Cognitive Improvement and Brain Changes after Real-Time Functional MRI Neurofeedback Training in Healthy Elderly and Prodromal Alzheimer's Disease.

BACKGROUND: Cognitive decline is characteristic for Alzheimer's disease (AD) and also for healthy ageing. As a proof-of-concept study, we examined whether this decline can be counteracted using real-time fMRI neurofeedback training. Visuospatial memory and the parahippocampal gyrus (PHG) were targeted.
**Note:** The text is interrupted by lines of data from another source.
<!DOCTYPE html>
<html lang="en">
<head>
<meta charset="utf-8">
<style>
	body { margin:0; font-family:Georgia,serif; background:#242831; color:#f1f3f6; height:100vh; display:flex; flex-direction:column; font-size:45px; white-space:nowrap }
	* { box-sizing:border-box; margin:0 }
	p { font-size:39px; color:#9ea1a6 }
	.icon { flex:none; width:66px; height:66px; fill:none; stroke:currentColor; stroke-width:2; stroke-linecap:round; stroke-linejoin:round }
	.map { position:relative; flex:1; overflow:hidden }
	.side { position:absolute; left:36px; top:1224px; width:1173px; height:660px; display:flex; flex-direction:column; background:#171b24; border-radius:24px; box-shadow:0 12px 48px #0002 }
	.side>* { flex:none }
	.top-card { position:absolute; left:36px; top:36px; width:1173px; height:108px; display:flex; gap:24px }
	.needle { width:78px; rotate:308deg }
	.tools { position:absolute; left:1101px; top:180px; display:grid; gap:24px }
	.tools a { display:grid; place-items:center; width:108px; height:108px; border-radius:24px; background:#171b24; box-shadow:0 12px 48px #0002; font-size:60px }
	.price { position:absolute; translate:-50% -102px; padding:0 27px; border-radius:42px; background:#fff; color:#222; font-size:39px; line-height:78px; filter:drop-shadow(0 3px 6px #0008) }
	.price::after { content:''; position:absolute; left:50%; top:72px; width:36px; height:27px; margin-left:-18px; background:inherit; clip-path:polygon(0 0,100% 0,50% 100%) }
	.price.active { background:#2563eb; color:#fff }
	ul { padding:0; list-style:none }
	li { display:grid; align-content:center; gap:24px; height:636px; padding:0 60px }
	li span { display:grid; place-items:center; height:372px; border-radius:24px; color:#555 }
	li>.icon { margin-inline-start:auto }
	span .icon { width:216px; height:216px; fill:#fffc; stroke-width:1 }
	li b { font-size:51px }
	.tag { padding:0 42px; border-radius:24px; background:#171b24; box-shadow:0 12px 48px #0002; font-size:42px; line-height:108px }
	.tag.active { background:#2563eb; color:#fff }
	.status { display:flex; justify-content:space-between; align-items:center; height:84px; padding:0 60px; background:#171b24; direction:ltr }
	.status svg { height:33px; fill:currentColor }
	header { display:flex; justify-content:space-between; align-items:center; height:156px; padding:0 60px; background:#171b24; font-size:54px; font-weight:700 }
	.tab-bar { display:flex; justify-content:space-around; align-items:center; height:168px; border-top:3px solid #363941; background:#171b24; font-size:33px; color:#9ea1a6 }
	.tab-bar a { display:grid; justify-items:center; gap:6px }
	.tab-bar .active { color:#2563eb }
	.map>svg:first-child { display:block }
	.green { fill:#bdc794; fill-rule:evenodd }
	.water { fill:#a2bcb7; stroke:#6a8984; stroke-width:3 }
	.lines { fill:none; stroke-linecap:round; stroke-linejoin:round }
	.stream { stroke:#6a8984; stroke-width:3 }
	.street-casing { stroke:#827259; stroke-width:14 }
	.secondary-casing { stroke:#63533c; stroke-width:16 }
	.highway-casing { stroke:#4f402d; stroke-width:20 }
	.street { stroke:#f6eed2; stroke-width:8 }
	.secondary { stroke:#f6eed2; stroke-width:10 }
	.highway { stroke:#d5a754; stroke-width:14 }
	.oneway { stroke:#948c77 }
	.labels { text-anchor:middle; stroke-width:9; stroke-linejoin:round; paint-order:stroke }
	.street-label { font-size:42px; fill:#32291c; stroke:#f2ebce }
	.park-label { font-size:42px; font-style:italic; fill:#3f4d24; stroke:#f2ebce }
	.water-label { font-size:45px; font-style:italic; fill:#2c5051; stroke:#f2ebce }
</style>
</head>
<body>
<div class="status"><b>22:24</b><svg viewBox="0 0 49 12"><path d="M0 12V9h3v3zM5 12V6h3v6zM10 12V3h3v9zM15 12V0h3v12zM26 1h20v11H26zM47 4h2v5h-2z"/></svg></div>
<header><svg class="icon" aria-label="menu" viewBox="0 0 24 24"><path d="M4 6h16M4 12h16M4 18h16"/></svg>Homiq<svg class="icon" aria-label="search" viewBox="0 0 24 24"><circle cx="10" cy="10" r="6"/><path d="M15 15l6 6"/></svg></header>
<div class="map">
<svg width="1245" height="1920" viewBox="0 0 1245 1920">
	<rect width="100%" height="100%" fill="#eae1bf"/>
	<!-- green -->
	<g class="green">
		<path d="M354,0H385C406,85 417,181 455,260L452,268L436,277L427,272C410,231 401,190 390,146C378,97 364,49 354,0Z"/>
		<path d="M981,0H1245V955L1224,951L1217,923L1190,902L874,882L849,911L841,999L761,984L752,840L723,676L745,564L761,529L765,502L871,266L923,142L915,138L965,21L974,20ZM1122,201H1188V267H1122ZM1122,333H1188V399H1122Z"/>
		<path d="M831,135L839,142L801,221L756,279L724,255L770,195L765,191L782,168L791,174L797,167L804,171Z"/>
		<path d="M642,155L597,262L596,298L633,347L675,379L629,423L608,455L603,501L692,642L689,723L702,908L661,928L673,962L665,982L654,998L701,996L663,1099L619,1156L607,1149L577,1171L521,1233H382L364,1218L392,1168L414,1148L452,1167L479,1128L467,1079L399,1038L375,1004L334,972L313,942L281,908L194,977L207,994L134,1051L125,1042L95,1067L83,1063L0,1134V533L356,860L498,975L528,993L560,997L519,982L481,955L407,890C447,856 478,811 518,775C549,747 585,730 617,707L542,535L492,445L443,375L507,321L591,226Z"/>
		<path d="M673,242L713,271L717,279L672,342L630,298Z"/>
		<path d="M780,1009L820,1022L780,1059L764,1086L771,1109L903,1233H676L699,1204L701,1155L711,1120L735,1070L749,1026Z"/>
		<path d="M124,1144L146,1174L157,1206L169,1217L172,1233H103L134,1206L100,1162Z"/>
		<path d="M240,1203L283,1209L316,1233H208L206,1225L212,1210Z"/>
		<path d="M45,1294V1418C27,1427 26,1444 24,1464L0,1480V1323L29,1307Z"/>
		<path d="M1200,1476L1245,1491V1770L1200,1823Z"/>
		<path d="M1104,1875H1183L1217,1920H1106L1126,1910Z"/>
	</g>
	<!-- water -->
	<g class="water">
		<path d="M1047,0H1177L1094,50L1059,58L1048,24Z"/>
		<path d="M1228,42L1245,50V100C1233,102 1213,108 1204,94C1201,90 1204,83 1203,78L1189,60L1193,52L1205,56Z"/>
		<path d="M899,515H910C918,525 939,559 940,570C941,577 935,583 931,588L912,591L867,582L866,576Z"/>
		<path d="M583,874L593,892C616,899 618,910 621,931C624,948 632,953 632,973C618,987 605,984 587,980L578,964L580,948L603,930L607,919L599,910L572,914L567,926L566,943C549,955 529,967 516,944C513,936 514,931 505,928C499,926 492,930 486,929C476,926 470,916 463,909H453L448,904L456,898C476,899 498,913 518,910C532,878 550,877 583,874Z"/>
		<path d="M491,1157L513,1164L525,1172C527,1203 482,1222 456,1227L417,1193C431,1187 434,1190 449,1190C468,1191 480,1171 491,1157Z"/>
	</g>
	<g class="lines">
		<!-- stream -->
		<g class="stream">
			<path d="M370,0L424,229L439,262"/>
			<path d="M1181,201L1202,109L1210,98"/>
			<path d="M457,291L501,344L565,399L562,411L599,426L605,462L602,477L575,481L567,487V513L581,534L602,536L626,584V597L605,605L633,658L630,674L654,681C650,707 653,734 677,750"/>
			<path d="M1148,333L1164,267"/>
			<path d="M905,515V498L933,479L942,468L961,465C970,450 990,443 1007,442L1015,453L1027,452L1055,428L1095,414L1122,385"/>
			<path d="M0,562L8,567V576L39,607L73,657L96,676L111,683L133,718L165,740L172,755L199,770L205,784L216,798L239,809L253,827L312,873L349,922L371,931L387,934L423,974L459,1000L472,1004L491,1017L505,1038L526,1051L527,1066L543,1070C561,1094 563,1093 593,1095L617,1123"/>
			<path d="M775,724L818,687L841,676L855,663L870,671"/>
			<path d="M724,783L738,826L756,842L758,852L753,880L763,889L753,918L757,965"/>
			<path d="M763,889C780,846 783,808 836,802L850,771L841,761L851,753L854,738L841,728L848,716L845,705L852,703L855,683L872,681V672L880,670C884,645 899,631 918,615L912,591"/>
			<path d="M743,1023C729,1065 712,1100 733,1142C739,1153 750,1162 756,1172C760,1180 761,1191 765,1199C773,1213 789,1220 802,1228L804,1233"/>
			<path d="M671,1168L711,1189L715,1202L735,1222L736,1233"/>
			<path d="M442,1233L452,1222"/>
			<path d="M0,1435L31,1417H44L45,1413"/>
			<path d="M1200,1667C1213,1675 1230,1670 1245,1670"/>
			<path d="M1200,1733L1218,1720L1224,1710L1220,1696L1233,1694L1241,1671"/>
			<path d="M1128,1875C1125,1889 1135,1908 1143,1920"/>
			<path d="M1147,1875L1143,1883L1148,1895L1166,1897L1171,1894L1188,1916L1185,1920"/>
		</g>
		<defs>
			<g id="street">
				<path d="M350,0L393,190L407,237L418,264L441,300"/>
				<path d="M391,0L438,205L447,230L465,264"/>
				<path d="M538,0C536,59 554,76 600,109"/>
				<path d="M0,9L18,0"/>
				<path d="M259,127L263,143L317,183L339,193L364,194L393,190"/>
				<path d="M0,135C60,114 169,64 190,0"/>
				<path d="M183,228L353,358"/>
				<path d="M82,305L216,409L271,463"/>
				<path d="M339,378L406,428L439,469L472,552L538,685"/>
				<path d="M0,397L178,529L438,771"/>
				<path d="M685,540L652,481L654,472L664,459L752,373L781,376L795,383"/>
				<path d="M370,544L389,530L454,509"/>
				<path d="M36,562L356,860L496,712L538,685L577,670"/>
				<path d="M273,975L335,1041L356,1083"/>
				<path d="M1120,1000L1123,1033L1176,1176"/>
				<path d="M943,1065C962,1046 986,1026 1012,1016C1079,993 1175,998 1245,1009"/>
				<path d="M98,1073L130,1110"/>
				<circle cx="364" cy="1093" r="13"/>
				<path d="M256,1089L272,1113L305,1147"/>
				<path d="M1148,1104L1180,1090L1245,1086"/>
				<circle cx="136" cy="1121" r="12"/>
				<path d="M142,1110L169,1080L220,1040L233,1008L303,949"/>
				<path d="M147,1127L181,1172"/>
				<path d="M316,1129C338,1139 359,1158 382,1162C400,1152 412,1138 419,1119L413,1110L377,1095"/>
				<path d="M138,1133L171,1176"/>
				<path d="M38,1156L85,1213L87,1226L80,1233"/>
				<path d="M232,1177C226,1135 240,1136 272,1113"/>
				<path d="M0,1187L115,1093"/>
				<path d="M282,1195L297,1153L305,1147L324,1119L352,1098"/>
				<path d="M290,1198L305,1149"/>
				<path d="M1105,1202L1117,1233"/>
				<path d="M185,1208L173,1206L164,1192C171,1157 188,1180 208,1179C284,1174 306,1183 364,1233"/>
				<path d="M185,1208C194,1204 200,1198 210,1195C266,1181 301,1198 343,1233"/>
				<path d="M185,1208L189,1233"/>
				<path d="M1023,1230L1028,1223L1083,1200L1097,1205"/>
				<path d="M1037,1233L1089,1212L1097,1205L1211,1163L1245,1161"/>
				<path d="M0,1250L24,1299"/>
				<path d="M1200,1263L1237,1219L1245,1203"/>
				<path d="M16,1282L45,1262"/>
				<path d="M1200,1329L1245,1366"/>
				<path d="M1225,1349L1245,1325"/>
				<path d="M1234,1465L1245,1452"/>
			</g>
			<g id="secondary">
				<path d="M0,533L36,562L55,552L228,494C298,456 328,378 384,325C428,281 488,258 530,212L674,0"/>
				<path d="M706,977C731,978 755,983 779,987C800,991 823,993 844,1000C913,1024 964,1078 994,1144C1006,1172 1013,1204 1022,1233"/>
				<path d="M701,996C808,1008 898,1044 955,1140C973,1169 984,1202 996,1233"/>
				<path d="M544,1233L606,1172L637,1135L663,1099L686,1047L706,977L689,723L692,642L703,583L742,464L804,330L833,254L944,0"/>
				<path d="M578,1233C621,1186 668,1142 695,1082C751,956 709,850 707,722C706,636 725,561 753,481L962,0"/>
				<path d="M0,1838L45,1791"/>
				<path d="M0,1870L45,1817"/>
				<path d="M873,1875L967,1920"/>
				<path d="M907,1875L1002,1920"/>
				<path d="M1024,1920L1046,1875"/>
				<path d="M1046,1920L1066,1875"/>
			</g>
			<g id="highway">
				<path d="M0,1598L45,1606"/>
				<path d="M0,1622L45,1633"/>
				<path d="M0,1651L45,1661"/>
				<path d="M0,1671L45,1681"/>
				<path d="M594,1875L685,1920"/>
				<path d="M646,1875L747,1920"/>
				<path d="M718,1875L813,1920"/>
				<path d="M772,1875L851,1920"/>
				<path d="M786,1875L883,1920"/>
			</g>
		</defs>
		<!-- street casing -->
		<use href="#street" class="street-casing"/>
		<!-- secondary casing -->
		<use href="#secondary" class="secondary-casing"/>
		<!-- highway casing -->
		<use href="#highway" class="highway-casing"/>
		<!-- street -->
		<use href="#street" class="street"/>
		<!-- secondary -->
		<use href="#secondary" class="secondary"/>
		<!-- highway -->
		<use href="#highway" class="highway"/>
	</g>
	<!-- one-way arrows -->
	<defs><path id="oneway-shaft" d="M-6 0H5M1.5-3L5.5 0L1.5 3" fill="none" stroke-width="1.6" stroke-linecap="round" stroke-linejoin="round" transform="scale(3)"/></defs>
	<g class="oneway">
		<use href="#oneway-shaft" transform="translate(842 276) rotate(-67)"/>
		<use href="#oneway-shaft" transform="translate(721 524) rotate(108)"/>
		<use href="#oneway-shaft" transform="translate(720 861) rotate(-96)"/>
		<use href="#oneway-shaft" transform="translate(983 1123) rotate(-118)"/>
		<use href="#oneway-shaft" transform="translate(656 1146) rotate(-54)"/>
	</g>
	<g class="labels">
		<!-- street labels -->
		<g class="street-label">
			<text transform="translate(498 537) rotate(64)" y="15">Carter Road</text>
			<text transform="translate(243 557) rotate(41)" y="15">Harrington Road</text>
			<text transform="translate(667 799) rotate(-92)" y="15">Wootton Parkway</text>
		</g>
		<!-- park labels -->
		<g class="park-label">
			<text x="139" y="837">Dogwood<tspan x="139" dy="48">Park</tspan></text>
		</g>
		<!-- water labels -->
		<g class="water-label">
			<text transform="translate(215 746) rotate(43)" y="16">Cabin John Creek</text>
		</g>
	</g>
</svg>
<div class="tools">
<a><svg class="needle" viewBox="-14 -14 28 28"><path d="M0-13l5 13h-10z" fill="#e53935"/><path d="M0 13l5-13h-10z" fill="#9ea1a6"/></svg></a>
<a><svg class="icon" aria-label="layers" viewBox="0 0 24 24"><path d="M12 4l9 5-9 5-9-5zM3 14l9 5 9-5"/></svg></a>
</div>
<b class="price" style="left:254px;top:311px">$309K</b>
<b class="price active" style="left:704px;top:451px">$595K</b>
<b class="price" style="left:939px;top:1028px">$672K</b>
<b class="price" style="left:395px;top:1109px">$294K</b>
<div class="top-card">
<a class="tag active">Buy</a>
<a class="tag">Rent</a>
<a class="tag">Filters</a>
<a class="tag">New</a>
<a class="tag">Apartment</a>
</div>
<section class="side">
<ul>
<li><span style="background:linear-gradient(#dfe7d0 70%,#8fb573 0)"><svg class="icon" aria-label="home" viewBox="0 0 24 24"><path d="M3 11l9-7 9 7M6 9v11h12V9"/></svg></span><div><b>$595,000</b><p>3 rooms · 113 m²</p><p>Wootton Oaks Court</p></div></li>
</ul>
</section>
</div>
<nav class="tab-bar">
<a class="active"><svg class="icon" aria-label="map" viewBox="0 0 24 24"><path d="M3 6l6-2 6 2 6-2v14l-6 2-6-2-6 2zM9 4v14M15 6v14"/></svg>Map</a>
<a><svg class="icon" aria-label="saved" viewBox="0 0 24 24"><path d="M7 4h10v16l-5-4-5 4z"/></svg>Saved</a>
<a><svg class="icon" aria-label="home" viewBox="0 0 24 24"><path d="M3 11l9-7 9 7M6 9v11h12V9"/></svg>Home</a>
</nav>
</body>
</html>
METHODS: Sixteen healthy elderly subjects (mean age 63.5 years, SD = 6.663) and 10 patients with prodromal AD (mean age 66.2 years, SD = 8.930) completed the experiment. Four additional healthy subjects formed a sham-feedback condition to validate the paradigm. The protocol spanned five examination days (T1-T5). T1 contained a neuropsychological pre-test, the encoding of a real-world footpath, and an anatomical MRI scan of the brain. T2-T4 included the fMRI neurofeedback training paradigm, in which subjects learned to enhance activation of the left PHG while recalling the path encoded on T1. At T5, the neuropsychological post-test and another anatomical MRI brain scan were performed. The neuropsychological battery included the Montreal Cognitive Assessment (MoCA); the Visual and Verbal Memory Test (VVM); subtests of the Wechsler Memory Scale (WMS); the Visual Patterns Test; and Trail Making Tests (TMT) A and B. RESULTS: Healthy elderly and patients with prodromal AD showed improved visuospatial memory performance after neurofeedback training. Healthy subjects also performed better in a working-memory task (WMS backward digit-span) and in the MoCA. Both groups were able to elicit parahippocampal activation during training, but no significant changes in brain activation were found over the course of the training. However, Granger-causality-analysis revealed changes in cerebral connectivity over the course of the training, involving the parahippocampus and identifying the precuneus as main driver of activation in both groups. Voxel-based morphometry showed increases in grey matter volumes in the precuneus and frontal cortex. Neither cognitive enhancements, nor parahippocampal activation were found in the control group undergoing sham-feedback. CONCLUSION: These findings suggest that cognitive decline, either related to prodromal AD or healthy ageing, could be counteracted using fMRI-based neurofeedback. Future research needs to determine the potential of this method as a treatment tool.